When you need to lay hardwood flooring in a room that's out of square, you can make the problem less noticeable by carefully planning how to align the floorboards. If the difference in the room is less than 1/4 inch for every six feet of wall length, you probably won't have to worry, since the difference won't be noticeable to a casual observer. If the difference is greater than that, you can still keep it from being obvious by marking a balanced baseline and laying the boards parallel to the baseline, rather than the wall.
Measure the width of the room at both ends, perpendicular to the way you'll be laying the floorboards. If one end is more than about half an inch wider than the other, you'll need to decide how to compromise.
Measure the width of the room at both ends, parallel to the floorboards. If those measurements are the same, you can solve the problem by laying the floorboards parallel to the matching walls, since the unevenness won't be as noticeable if it occurs along the ends of the floorboards. However, that's not always possible, depending on the subfloor or the joists. It may also look odd to lay floorboards across a narrow hall rather than down it.
Take an exact measurement across each end of the room, if you need to lay floorboards parallel to the uneven walls. Divide in half the amount that the two walls are out of square. If the room measured 15 feet at one end and 15 feet 2 inches at the other, half the difference in that example would be one inch. Call that number X.
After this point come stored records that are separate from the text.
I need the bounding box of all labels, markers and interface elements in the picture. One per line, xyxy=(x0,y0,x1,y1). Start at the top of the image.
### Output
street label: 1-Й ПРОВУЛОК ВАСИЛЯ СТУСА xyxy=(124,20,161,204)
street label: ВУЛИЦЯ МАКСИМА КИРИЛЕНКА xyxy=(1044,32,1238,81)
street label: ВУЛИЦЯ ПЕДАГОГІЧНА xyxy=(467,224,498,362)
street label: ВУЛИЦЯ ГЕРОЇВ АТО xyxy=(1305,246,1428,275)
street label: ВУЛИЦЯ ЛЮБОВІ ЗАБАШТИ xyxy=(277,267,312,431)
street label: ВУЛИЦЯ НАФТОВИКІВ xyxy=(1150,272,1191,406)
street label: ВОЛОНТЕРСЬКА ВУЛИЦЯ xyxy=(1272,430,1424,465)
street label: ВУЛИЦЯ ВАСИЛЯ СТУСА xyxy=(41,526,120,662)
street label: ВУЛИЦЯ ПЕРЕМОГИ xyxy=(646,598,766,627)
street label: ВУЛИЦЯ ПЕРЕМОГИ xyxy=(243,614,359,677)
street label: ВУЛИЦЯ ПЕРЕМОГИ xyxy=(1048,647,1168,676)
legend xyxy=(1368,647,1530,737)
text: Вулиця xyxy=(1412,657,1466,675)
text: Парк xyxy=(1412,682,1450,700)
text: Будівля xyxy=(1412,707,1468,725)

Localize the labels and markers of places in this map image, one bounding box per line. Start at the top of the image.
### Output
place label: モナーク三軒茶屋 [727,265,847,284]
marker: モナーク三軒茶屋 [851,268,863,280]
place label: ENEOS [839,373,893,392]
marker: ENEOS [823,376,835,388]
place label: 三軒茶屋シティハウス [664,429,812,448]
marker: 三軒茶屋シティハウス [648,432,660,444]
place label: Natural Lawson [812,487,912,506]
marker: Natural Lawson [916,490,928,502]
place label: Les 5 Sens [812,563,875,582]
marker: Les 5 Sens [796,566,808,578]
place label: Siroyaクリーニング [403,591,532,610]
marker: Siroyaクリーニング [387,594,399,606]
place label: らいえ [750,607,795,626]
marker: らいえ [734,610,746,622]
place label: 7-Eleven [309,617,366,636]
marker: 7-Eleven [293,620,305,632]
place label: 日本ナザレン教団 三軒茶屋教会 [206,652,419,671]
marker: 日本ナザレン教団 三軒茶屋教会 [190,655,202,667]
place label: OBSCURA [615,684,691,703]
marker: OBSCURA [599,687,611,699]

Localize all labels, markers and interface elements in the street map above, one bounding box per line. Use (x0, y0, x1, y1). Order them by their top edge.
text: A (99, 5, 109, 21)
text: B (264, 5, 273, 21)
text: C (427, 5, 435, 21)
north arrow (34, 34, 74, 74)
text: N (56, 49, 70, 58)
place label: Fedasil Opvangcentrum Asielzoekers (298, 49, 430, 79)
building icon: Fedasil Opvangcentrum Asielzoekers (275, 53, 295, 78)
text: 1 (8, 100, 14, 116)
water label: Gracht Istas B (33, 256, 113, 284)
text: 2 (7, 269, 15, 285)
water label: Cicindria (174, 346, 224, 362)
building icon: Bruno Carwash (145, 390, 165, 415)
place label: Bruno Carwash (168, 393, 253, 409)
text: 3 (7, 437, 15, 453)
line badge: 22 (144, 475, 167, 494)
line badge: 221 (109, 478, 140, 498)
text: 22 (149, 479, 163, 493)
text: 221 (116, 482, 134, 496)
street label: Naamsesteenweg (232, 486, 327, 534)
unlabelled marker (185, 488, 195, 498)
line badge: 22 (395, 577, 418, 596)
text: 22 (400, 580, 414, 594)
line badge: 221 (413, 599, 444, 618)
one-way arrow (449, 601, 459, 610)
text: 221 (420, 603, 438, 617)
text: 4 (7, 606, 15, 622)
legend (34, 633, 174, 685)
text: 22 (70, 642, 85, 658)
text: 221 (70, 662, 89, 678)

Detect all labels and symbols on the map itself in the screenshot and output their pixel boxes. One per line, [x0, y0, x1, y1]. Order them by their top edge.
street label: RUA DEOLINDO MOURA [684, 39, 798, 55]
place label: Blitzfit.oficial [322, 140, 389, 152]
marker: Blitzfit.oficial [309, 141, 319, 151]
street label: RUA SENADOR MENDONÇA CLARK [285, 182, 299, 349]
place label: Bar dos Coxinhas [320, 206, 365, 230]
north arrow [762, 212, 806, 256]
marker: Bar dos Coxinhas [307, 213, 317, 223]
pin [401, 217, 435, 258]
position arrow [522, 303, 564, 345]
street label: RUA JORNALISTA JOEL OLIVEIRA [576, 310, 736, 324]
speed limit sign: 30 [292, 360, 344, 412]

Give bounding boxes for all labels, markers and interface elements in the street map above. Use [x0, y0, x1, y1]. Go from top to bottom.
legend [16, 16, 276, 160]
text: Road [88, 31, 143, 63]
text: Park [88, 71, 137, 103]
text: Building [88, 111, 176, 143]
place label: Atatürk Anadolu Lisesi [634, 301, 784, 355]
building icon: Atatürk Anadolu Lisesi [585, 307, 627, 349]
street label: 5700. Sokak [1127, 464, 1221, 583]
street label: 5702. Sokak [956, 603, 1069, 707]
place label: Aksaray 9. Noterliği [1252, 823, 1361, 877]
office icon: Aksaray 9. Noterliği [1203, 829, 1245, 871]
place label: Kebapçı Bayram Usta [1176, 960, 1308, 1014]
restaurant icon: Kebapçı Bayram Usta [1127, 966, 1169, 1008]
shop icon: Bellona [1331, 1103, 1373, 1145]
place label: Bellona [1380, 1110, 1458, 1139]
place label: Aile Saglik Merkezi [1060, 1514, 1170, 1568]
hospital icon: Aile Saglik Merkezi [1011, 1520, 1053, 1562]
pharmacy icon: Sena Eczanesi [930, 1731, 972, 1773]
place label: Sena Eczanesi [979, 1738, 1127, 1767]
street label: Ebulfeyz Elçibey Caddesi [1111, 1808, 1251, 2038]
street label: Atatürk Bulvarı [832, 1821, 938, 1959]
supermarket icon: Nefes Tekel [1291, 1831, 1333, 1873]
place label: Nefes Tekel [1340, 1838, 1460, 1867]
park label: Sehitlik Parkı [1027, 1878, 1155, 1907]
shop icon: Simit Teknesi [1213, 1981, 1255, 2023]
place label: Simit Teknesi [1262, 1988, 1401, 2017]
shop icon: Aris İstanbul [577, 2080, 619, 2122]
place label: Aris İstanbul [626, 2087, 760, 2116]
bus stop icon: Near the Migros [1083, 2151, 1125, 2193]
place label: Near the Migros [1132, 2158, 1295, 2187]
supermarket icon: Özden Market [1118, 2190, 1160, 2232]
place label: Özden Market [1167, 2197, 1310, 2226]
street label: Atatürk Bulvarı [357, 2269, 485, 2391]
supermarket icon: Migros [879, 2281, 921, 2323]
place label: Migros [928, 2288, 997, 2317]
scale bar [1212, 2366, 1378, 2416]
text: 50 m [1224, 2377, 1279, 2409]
Measure out the width of one floorboard plus one foot, on the short side of the wall where you want to start laying floorboards. Mark that spot. On the long side, measure out the width of one floorboard plus one foot plus X and mark that also. Snap a chalk line between the two marks.
Lay the first floorboard so it's parallel to the chalk line rather than the wall and rip saw it to compensate for the angle of the wall if necessary. Nail it in place. Continue laying and nailing floorboards across the room until you reach the opposite wall, where you should have an equal gap at one end. Rip saw a board to fit on that wall also.
You can also snap a chalk line down the centre of the room halfway between each wall and begin laying the floor in the middle. Lay the first two boards in the centre of the room with their grooves facing each other and connect them with a slip tongue in the middle, then work outward toward each wall, compensating for the unevenness with the last board on each side.